What Virtual Server type software should I use?

How many WinXP can I virtualize on one box?

What are the requirements to do something like that?

What should that box look like? (Quad Core?, 16GB mem? What Mobo? HDDs?)

I am getting budget to build 1 PC first to simulate as many Clients as I can to do this.

Thanks in advance for all your input.
 
I'm assuming the purpose of this is strictly load simulation (to see what a server can withstand)?
 
I'm assuming the purpose of this is strictly load simulation (to see what a server can withstand)?

Yes. Sorta. Not a server but a Network Device that tracks based on completion of a Java client responding with some query generated session ID, IP address, and Mac Address.

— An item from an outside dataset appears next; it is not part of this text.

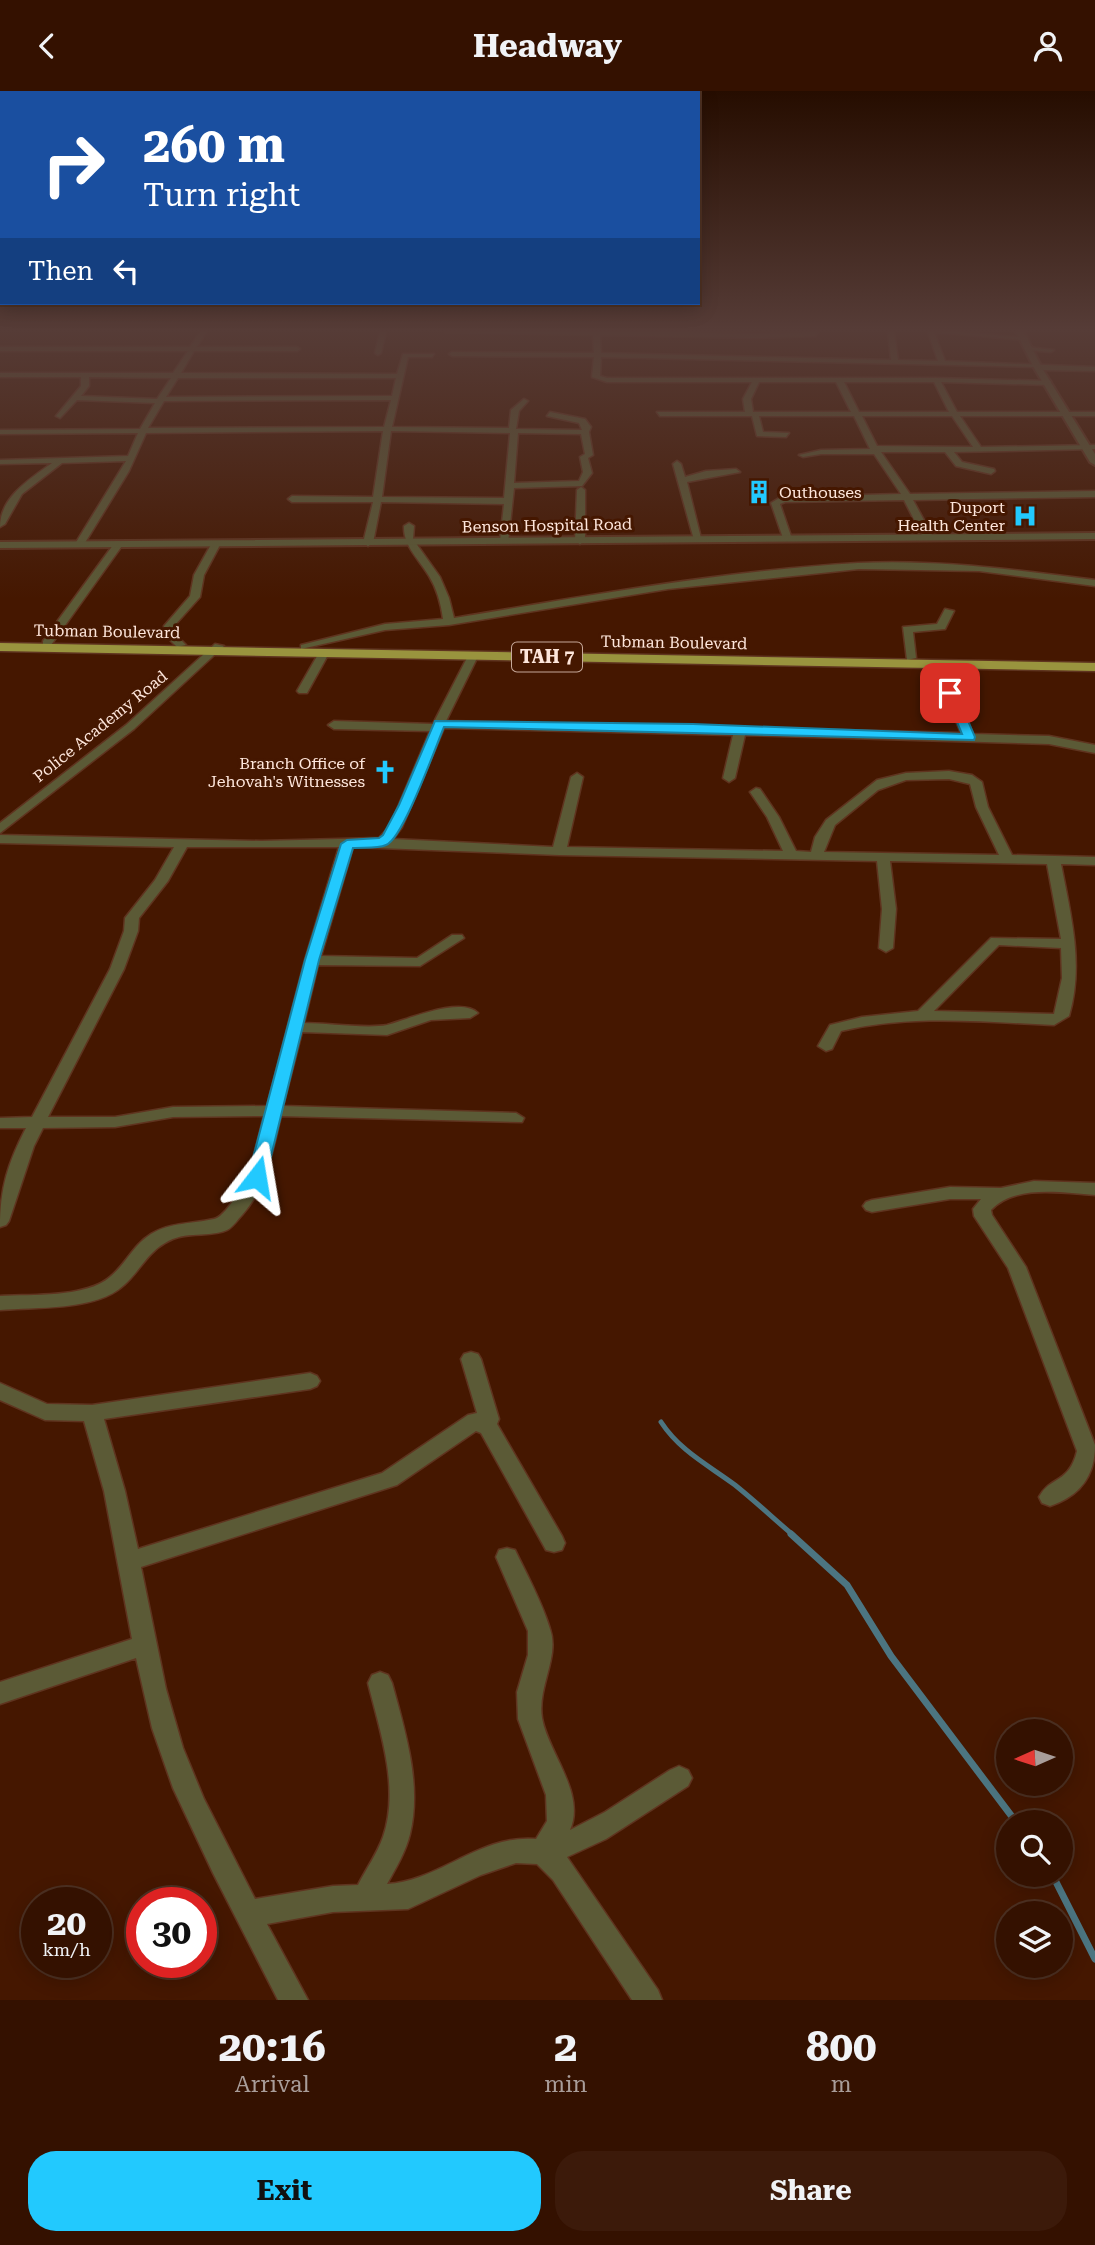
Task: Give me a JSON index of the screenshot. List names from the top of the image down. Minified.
{"streets":{"highway":["Tubman Boulevard","TAH 7"],"street":["Benson Hospital Road","Police Academy Road"]},"crossings":[["Tubman Boulevard","Police Academy Road"]],"places":{"building":["Outhouses"],"hospital":["Duport Health Center"],"church":["Branch Office of Jehovah's Witnesses"]},"north":"left","page":{"header":"Headway","turn":["260 m","Turn right"],"then":"Then","speed":"20 km/h","limit":"30","eta":["20:16","Arrival","2","min","800","m"],"buttons":["Exit","Share"]}}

Don't want Mercury Interactive or anything like that.
 
I would say the smallest amount of memory you can allocate for XP would be 64MB of RAM... That would be dog slow in a VM, but it should still run. So figure 64MB per machine, then calculate how much RAM you have. If you have 1GB, then say leave 128MB for the real machine that would be about 14 VM's

This is entirely a guess though. These VM's would be useless in a real production environment due to memory limitations, and process limitations.
 
That's a good idea.
I was thinking of boiling down my XP installs to less than 128MB of memory each and than figuring out the max amount of Memory I can put on a Mobo with Windows ???? server and VM ????
 
To keep it lean and mean, I'd say use Windows 2000 Server. And if this is just an experiment, then there is no point in spending a bunch of money on a VM, so get VmWare Server for free of of it's web site. You have to register for a Demo Key, but the Demo never expires, and is totally unlimited.
 
Sounds like testing that might best be done with tools like IOMeter from Intel designed specifically for server load testing like what I think you're trying to accomplish. I can't imagine someone trying to load up anywhere near 100 VMs on a single machine for that kind of purpose, if that would even be possible (I'm sure it is, but the processor/RAM requirements simply can't be done with PCs).
 
Sounds like testing that might best be done with tools like IOMeter from Intel designed specifically for server load testing like what I think you're trying to accomplish. I can't imagine someone trying to load up anywhere near 100 VMs on a single machine for that kind of purpose, if that would even be possible (I'm sure it is, but the processor/RAM requirements simply can't be done with PCs).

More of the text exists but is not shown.